Modernism in Miniature

Revolutionary manifestoes, huge canvases and heroic proclamations have set a standard for monumental works of modern art. Yet, many modernists engaged quite a different impulse. Modernism in Miniature features works by artists who have employed the miniature—with its reduction of scale and emphasis on detail—as a witting challenge to the equivalence between ambition and immensity.

Spanning German Expressionism to American Pop art, this exhibition explores the critical and affective potential of small works of art. Diminutive prints and wooden toys by Lyonel Feininger, Paul Klee and Alexei Jawlensky invite physical and emotional proximity as viewers come close to appreciate their dramatized detail. Small boxes by Joseph Cornell and Kurt Schwitters probe the relationship between miniaturized spaces and the urge to collect and display, enclose and possess.
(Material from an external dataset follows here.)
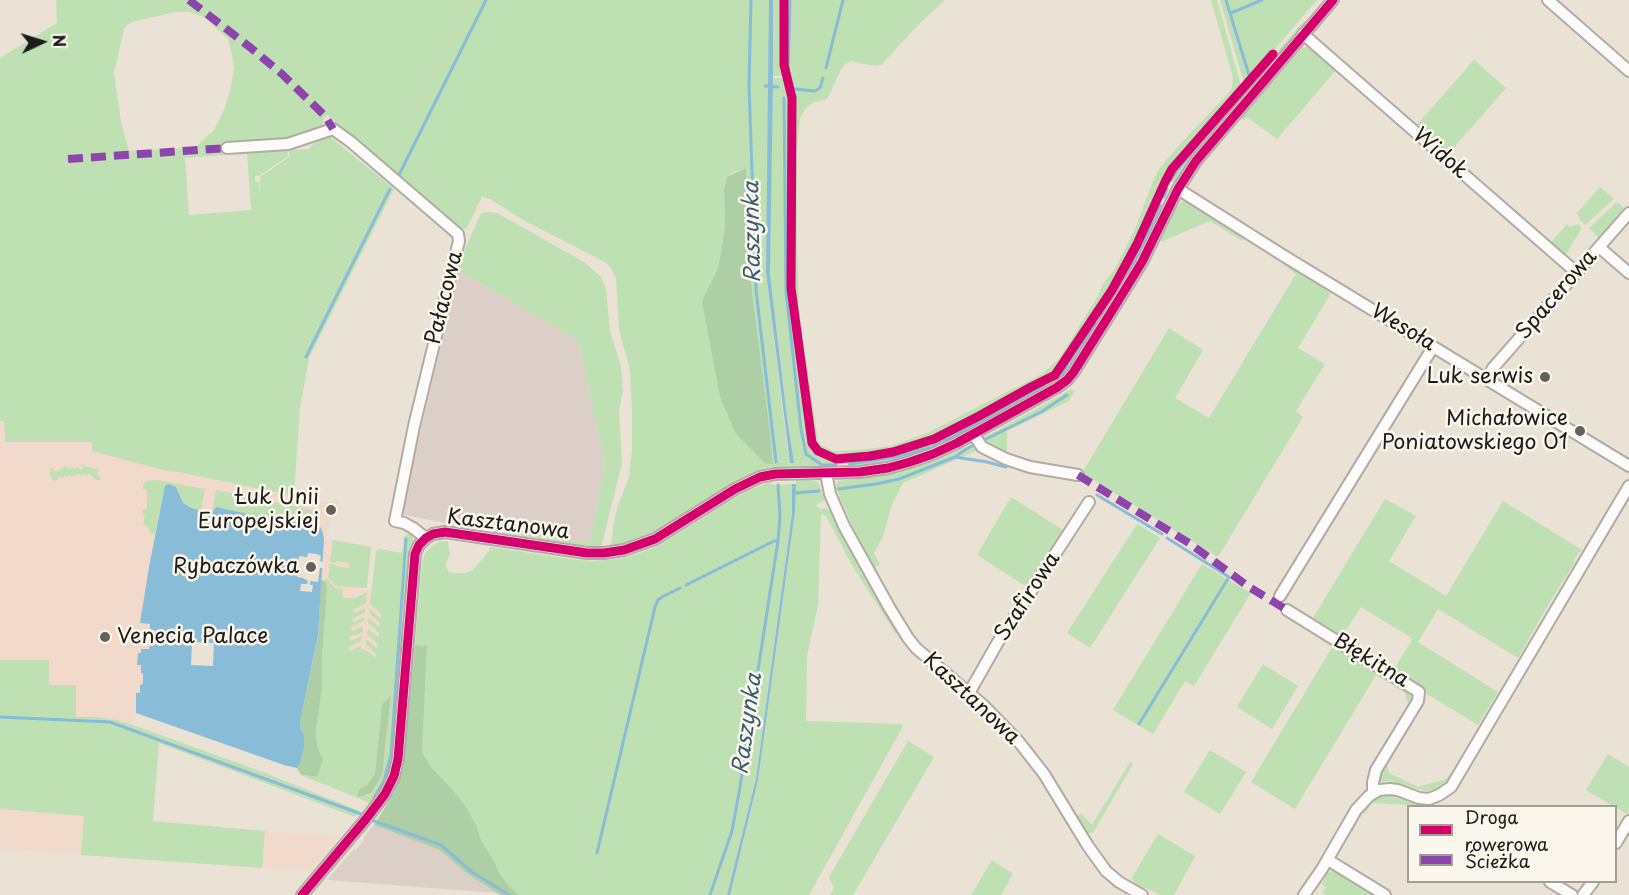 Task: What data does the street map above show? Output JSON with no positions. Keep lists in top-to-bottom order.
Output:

Marcel Duchamp positions the miniature as a tool of critique in his portable “mini-museum.” His Boite-En-Valise combines small-scale reproductions of his early paintings and found objects in a playful gesture that rejects conventional structures of value and ownership. John Chamberlain and Claes Oldenburg similarly use reduction to reference their own artistic practices in works that compress the gestural vigor of their gargantuan sculptures. Viewers familiar with the larger works experience a sense of surprise and delight at these tiny forms.

Together, this little collection—presented in the Museum’s most intimate gallery—reveals a counter-history of 20th-century art. Against the demands imposed by increasing monumentality, this is a tradition of whimsy, play and intimacy at the heart of modernism.